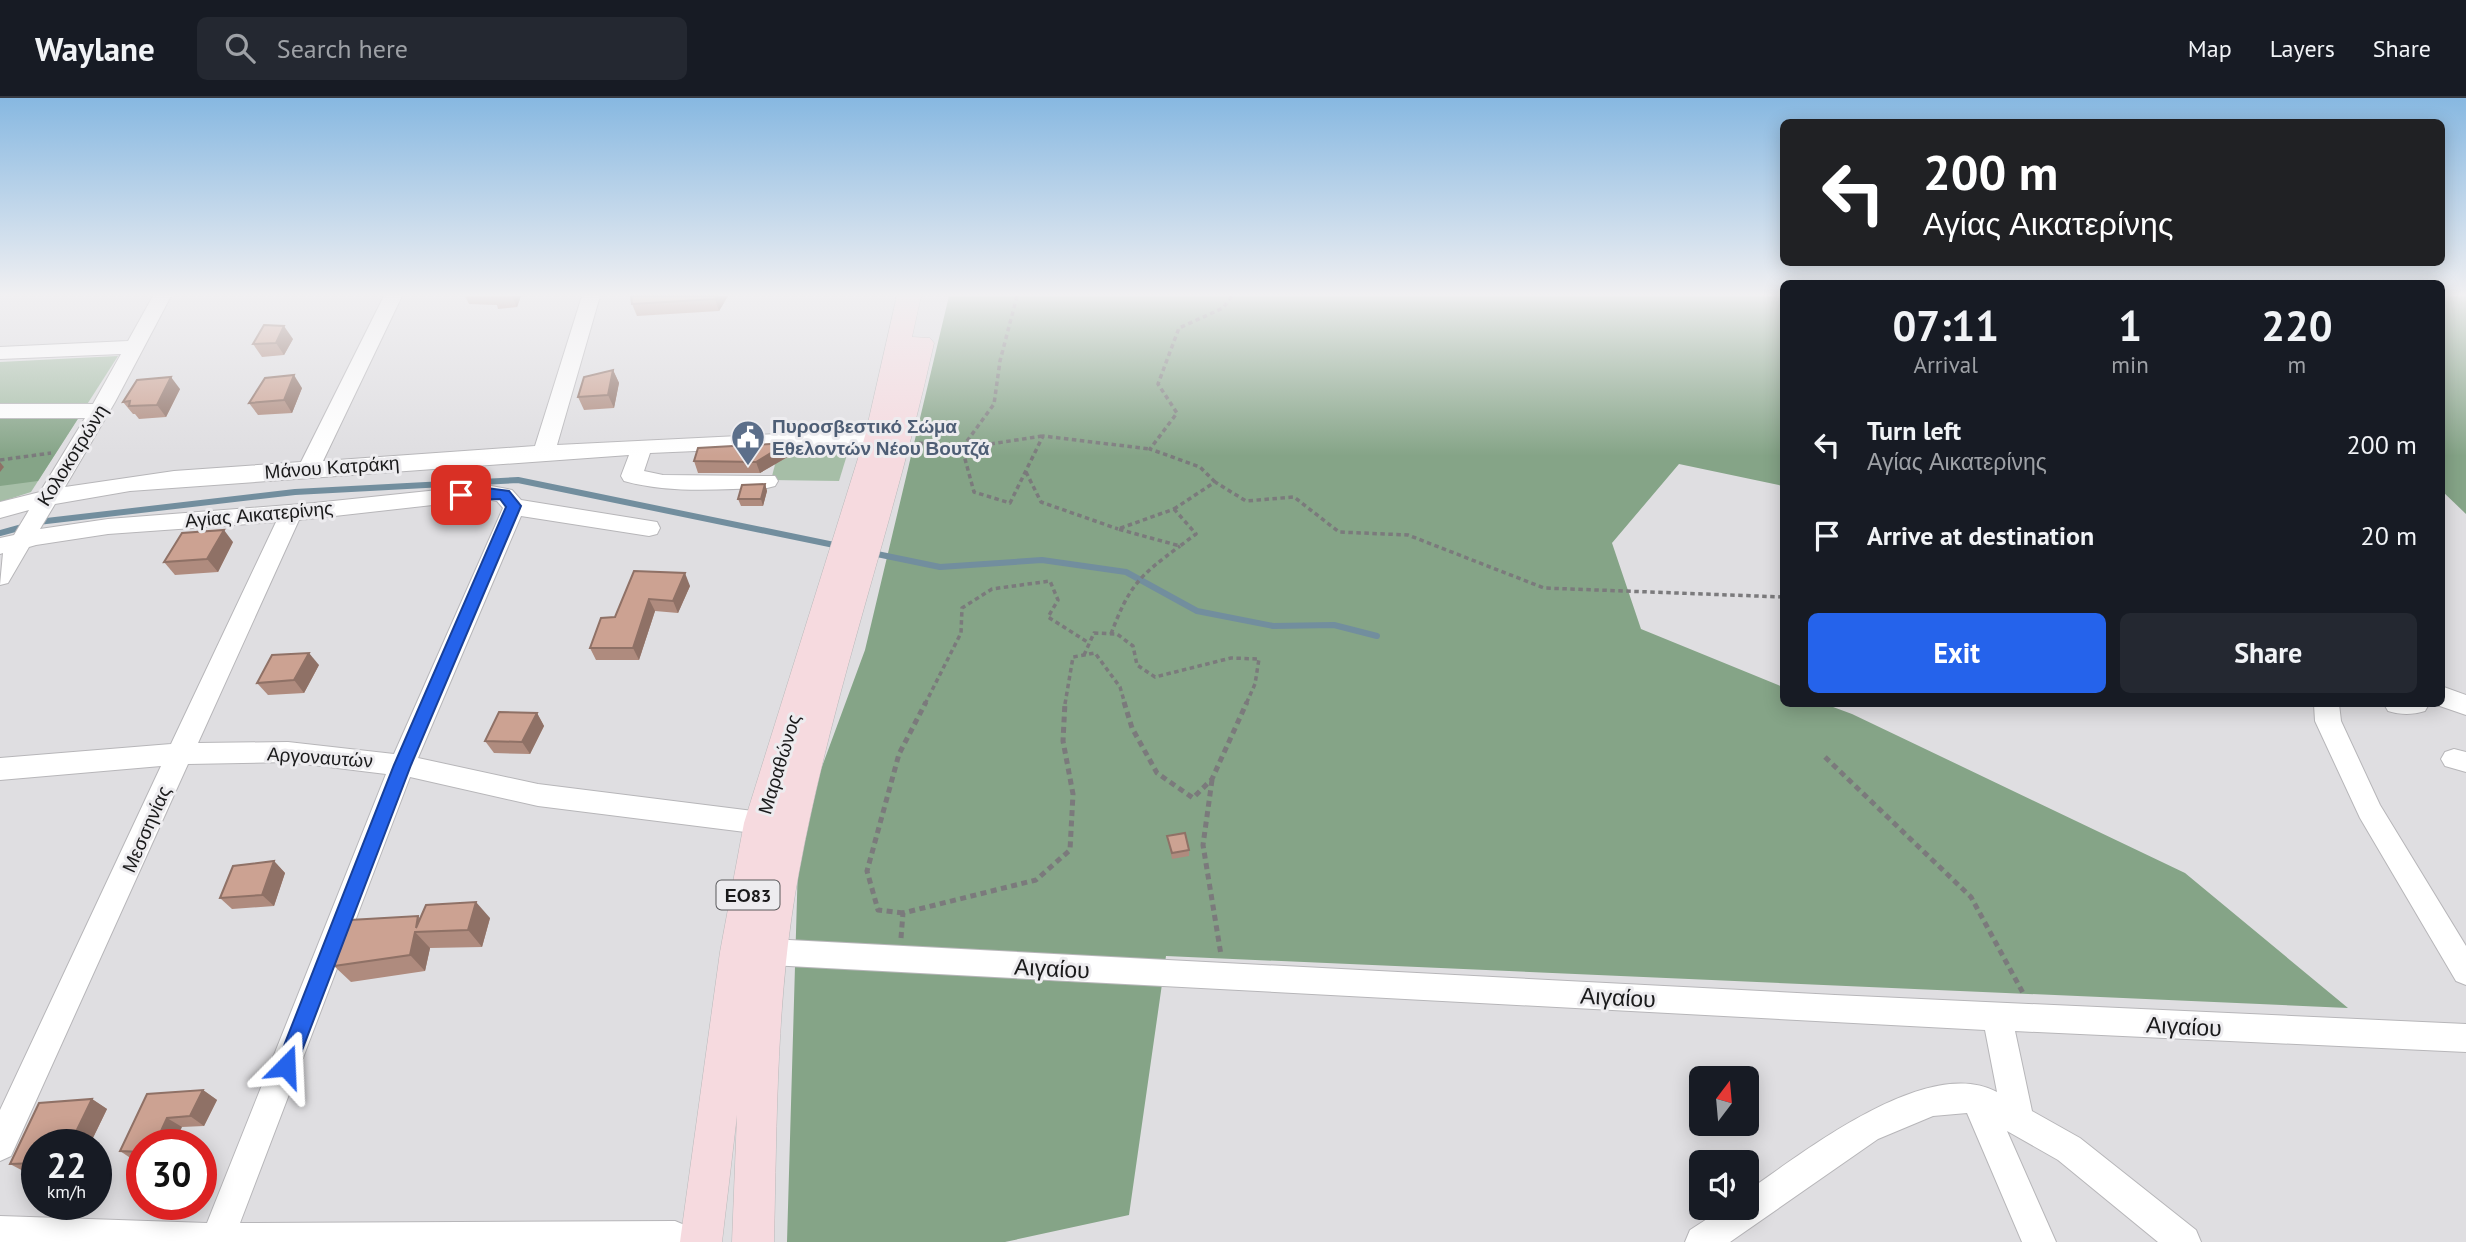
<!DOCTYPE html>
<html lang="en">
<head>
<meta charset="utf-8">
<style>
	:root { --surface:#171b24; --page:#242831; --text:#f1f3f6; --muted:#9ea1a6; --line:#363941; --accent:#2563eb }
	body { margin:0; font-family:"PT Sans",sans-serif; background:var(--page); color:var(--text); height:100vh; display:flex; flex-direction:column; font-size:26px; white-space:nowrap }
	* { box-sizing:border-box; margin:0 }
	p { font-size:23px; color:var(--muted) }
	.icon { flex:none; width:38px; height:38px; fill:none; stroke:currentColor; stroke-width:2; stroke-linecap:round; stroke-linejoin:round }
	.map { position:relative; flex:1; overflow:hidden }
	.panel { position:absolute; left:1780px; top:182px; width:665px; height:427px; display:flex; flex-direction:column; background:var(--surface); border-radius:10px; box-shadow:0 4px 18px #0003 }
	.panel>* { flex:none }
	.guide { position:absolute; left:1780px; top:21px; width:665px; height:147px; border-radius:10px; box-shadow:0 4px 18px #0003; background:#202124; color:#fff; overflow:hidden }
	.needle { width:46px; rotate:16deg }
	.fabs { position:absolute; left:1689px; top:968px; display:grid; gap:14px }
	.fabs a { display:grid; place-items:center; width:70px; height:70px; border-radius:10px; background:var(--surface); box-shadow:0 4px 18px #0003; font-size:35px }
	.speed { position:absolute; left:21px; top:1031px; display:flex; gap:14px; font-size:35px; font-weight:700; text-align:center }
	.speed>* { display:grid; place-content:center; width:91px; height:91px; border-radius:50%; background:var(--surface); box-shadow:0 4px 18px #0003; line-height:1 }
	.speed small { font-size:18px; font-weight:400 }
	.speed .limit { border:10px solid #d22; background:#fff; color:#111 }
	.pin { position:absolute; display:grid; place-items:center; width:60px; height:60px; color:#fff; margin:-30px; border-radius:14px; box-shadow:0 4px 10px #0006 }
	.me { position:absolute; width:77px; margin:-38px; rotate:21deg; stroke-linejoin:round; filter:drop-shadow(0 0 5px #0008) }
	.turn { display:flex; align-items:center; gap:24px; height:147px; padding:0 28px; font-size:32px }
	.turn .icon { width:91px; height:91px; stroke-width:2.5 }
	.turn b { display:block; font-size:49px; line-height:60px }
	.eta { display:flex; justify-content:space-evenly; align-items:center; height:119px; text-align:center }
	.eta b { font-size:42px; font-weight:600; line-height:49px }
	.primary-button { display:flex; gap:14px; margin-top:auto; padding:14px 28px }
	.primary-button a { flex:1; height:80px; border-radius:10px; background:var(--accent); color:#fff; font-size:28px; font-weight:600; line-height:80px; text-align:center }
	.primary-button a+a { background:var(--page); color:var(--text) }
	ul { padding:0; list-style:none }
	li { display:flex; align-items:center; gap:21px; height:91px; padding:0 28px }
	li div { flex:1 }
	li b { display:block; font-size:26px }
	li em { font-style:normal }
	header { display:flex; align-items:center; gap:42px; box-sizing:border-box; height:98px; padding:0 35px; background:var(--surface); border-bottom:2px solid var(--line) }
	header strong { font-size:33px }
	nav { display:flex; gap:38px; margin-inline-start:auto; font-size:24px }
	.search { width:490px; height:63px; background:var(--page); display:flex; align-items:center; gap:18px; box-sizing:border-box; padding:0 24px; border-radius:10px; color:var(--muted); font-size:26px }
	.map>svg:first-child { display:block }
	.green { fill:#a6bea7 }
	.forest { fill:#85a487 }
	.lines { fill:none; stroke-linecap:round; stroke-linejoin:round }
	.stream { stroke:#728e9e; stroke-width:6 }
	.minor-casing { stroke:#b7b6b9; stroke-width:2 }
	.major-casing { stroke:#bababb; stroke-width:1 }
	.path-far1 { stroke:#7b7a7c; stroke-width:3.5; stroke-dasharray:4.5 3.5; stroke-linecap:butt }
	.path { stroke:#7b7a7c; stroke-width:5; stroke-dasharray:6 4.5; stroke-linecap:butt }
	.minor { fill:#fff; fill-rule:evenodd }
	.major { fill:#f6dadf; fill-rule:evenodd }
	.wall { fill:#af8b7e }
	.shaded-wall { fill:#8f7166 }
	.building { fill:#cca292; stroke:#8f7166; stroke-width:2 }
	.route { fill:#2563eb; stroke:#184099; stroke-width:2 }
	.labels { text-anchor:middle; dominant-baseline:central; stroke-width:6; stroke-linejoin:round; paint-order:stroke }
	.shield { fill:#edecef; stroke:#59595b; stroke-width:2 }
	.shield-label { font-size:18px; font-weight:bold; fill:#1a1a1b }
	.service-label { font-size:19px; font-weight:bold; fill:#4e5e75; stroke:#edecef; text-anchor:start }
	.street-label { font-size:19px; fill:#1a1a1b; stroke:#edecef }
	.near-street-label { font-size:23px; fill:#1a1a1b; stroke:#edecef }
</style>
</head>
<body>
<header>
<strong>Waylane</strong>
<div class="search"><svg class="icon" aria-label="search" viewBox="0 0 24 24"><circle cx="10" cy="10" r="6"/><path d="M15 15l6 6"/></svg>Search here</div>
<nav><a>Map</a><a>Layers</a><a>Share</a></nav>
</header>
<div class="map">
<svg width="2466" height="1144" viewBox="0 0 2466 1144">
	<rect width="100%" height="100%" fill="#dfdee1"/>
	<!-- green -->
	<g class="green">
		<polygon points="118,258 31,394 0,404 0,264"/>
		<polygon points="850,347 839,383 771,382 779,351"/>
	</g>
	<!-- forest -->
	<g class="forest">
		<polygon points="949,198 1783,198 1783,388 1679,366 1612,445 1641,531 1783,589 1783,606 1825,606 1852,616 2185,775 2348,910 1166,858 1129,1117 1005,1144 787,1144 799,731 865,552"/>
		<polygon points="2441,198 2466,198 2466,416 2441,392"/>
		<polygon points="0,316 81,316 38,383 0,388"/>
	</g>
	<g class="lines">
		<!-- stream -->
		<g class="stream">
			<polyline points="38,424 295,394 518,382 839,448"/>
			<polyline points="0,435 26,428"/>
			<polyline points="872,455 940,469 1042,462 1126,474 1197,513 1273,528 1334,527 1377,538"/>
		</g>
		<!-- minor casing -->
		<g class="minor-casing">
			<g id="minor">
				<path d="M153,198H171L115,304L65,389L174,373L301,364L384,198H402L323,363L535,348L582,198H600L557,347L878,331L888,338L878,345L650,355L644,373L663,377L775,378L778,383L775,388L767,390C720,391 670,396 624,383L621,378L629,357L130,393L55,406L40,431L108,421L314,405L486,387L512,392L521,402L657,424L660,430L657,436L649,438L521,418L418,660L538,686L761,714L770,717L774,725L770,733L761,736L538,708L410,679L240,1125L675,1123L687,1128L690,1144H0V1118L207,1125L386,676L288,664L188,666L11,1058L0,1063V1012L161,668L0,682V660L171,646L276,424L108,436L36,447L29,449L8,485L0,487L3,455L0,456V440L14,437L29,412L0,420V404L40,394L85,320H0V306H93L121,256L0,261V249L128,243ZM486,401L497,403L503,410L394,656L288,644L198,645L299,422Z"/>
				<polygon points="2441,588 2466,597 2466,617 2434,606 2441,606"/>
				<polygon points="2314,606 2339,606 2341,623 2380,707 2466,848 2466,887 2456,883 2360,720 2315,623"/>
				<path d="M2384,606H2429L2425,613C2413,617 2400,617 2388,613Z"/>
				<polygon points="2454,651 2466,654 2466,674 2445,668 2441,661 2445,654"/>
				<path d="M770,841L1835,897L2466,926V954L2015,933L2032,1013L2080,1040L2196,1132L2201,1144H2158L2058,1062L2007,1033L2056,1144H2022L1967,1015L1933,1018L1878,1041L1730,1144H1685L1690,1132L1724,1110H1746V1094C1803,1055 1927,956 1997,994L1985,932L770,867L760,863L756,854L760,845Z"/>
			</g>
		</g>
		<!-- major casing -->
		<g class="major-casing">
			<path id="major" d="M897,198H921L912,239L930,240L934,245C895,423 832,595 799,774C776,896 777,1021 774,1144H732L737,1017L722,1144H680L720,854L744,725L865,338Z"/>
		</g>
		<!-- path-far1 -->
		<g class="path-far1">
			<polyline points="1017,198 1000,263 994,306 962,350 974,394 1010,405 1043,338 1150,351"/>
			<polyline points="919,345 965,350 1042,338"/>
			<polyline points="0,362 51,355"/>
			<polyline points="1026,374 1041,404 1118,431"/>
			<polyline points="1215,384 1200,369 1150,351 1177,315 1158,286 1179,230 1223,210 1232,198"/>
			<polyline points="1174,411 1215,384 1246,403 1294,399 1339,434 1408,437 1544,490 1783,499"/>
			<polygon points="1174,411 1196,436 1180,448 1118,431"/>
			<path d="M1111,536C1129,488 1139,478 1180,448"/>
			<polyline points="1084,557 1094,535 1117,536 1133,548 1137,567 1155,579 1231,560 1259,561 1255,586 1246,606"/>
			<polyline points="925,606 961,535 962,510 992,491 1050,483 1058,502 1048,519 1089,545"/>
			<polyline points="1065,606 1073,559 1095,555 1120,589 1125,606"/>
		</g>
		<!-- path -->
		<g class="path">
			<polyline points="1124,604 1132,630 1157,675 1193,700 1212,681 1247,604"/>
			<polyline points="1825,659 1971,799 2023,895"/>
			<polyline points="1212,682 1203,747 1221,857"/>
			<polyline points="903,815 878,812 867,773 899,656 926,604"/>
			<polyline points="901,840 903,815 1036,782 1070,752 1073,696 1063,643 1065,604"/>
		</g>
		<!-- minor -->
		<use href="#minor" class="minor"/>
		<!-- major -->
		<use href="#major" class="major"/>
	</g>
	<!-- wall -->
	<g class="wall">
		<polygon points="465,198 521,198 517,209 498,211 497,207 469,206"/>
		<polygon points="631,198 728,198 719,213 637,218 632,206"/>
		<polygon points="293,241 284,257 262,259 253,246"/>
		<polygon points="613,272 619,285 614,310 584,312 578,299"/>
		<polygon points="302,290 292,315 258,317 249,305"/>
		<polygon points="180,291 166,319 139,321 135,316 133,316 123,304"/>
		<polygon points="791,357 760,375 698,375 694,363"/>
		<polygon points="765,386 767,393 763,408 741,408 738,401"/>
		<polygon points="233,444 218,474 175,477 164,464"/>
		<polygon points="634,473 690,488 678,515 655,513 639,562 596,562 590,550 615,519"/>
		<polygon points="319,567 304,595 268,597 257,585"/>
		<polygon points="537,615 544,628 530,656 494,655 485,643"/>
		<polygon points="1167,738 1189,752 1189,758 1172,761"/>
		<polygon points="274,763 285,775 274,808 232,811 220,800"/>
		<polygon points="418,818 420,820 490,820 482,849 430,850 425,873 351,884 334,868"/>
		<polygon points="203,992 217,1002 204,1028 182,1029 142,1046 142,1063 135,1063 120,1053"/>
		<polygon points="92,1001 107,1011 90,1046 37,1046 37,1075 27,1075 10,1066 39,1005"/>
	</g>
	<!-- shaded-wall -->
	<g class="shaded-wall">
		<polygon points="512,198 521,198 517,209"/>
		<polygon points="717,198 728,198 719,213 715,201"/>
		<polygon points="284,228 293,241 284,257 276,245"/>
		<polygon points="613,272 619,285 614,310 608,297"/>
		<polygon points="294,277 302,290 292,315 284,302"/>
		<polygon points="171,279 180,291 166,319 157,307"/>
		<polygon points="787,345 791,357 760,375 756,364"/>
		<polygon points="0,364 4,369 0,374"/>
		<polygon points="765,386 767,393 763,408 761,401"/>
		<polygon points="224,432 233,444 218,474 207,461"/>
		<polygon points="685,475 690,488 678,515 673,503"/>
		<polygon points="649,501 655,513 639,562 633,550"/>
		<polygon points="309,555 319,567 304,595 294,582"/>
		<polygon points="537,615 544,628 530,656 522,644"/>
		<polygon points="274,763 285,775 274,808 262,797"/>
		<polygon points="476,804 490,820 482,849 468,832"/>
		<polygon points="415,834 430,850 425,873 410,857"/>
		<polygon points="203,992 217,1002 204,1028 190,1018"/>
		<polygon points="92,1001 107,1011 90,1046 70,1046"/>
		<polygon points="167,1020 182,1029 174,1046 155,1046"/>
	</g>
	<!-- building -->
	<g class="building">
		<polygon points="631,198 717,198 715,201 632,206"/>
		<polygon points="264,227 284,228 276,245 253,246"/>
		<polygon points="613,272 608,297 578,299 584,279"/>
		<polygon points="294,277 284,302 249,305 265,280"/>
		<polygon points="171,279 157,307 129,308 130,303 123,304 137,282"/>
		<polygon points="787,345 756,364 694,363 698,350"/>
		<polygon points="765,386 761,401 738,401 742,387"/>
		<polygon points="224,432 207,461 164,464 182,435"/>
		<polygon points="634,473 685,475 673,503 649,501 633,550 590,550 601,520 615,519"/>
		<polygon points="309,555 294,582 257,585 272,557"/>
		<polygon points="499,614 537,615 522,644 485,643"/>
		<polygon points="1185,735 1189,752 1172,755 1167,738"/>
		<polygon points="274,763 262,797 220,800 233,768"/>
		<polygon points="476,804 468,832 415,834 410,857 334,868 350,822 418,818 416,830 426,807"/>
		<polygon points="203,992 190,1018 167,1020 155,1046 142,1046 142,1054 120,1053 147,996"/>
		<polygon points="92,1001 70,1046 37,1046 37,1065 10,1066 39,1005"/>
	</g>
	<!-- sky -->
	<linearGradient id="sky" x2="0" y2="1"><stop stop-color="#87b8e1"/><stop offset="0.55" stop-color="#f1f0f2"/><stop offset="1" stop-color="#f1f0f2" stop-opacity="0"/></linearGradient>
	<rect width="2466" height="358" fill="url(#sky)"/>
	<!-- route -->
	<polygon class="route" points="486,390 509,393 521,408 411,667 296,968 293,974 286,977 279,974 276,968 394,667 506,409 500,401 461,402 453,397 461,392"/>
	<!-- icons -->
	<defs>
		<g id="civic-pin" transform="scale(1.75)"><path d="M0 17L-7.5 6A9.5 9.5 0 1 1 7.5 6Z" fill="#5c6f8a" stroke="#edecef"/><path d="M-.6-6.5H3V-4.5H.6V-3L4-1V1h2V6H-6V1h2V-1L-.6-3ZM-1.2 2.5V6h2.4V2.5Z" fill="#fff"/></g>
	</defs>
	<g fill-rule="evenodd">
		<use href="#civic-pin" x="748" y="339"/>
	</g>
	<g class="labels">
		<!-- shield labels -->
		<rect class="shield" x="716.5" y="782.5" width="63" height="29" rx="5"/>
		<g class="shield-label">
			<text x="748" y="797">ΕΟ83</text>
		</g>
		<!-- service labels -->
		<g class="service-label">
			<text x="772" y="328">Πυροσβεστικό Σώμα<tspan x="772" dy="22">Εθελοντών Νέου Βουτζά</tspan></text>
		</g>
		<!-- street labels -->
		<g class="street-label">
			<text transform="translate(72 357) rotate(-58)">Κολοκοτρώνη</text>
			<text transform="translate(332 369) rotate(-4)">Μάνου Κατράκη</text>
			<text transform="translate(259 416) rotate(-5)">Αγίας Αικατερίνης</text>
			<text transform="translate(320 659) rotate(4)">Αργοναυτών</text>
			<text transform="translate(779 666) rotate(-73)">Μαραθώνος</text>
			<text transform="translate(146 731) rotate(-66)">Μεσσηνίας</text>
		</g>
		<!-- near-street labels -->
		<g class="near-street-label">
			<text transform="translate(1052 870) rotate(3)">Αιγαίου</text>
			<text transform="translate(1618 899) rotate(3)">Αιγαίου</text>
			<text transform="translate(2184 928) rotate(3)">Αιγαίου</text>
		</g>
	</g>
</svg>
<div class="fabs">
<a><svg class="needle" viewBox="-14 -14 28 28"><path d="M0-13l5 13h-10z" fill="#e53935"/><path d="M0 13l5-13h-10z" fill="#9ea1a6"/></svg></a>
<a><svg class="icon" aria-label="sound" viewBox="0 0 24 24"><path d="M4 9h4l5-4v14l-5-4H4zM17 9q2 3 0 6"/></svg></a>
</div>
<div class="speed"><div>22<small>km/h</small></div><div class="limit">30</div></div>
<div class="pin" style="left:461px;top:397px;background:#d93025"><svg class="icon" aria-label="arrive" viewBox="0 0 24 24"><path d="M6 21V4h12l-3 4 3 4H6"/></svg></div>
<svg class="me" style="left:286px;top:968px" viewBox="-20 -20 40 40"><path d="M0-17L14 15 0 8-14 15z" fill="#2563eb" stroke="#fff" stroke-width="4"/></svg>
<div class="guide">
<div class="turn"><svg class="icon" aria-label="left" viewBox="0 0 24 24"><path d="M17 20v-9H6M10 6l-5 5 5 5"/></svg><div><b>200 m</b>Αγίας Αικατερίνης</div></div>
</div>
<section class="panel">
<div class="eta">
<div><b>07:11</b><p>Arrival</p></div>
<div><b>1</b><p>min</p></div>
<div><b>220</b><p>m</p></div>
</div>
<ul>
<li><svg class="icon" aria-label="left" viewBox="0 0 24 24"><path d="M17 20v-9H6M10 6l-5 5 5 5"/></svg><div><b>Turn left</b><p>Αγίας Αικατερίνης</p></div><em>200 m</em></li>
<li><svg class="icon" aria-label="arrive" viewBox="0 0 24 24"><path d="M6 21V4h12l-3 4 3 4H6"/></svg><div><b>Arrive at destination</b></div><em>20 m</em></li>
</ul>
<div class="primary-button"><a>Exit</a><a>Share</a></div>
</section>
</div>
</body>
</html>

**********

Show the lines where the word "evenodd" appears in the entries.

	.minor { fill:#fff; fill-rule:evenodd }
	.major { fill:#f6dadf; fill-rule:evenodd }
	<g fill-rule="evenodd">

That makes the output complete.